Secondly, seven of the eight corrections have been V-shaped, with May ’04 being the only exception. The market on that occasion peaked on January 9, ’04, and then moved sideways for four months with a net fall of 4% (from January 9 to April 23). The real dip took place between April 23 and May 17, when the market fell 29%.

The third observation is that the rise, subsequent to the fall, averaged 36%. Only on two occasions was the rise less than 20%. These two coincide with the rise coming after the single-digit corrections in January ’05 and December ’06.

Fourthly, the realised inter-day volatility has usually increased during the descents. January ’05 was the only exception, when the inter-day realised volatility remained unchanged during the six-day correction. The average increase in volatility over the preceding period of rise was about 65%.

Finally, India has always underperformed emerging markets in terms of corrections. Average underperformance has been 7 percentage points. The telecom, metals and consumer discretionary sectors have been the worst stocks to own during a market dip. Conversely, technology, energy and consumer staples have been the best sectors to own. Incidentally, financials and telecom were the best sectors in the rally following the fall over the past four years. Healthcare and consumer staples have been consistent underperformers during these rallies. India has outperformed emerging markets in six of the eight rallies following market corrections

What is unique about the recent decline? This is the first time in a bull market correction that India has outperformed emerging markets. We are not surprised. We argue there were four factors in India’s favour if the market was going through a mild fall in global risk appetite. Firstly, the central bank, through some aggressive tightening since the end of ’06, has built ammunition to counter a crisis in domestic liquidity.

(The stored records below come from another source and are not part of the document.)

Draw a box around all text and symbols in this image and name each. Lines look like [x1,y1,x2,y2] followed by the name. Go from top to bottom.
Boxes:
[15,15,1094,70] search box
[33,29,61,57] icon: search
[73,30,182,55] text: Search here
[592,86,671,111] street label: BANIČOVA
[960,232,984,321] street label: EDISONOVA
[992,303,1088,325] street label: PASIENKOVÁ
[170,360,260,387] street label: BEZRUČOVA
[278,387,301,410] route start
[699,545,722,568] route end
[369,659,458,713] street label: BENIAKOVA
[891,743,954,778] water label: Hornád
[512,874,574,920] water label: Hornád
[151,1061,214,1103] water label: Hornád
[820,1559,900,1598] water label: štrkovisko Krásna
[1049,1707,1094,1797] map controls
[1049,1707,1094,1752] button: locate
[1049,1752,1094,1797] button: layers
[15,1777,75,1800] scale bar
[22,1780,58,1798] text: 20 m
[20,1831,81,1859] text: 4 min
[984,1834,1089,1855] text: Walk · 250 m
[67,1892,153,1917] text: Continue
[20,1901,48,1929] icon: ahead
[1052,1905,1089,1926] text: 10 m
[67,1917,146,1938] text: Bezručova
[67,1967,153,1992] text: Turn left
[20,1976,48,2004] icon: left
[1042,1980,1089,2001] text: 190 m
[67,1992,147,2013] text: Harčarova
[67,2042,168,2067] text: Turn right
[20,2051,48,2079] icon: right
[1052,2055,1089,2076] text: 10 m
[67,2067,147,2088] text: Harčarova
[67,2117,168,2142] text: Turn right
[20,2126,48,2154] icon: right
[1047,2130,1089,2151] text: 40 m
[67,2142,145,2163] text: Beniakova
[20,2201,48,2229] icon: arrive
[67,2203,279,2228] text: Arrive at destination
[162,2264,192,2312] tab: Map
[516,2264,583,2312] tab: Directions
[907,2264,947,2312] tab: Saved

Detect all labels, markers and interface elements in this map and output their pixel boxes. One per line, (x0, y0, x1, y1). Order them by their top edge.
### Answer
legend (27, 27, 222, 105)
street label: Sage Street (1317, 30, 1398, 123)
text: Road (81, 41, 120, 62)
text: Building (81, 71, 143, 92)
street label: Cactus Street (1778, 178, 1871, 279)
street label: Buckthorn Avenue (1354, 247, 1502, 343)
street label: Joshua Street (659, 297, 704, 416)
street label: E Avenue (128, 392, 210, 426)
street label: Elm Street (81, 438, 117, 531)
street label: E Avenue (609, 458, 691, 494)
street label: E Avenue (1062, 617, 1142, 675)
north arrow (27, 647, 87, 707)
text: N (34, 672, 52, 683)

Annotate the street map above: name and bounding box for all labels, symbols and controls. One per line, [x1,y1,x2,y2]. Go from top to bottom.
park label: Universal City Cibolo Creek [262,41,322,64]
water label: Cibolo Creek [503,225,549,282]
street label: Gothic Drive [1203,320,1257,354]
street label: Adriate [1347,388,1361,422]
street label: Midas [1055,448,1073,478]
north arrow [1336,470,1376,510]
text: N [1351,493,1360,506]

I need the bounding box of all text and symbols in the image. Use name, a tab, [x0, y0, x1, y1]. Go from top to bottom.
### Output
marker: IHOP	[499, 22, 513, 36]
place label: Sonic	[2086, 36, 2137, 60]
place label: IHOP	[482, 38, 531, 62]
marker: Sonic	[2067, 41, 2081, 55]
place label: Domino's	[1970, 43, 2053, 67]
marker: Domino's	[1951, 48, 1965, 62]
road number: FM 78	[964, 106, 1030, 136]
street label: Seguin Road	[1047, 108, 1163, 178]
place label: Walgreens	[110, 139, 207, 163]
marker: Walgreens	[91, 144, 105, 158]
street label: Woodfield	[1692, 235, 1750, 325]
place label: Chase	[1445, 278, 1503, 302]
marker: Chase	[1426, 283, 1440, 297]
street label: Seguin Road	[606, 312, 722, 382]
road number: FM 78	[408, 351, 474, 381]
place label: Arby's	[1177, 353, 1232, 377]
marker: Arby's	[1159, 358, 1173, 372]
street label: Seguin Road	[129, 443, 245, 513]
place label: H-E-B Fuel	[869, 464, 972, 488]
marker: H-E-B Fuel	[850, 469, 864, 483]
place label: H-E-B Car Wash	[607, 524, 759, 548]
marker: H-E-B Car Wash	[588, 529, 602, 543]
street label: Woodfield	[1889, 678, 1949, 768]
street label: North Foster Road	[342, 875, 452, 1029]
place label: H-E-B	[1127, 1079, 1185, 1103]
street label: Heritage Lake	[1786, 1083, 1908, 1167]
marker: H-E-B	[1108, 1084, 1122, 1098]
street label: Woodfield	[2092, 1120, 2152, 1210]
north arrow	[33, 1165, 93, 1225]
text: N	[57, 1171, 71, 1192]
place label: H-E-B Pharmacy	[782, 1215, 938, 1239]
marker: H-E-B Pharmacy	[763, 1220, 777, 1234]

Secondly, the trailing correlation of returns on Indian equities versus emerging markets was lower than in recent corrections. Thirdly, valuations were off their highs and at two-year lows relative to emerging markets. Finally, our proprietary sentiment indicator suggests that market participants were not as bullish as they were at the start of May ’06 or in February ’07. Things can change if the correction in global markets gets more aggressive.

If August 6, ’07 was indeed the bottom of this bull market dip, then it will end up being the smallest correction (of just 7%) in the four-year bull market. At nine days, it will be only the third time that a correction has lasted for less than 10 days, as is the case with the quantum of the fall, which is also only the third occasion of a single-digit correction. The spike in inter-day realised volatility has been sharper than usual. With inter-day volatility doubling from the preceding rally, this spike matches the one that the market underwent in May ’06 (when realised volatility tripled from the preceding period of rise).

At the sector level, the key differences in this dip compared with the past have been outperformance of the utilities sector and underperformance of the technology sector. During the past corrections, the utilities sector had underperformed, while the technology had outperformed. Hence, from a trading perspective, it makes sense to sell utility stocks and buy technology scrips.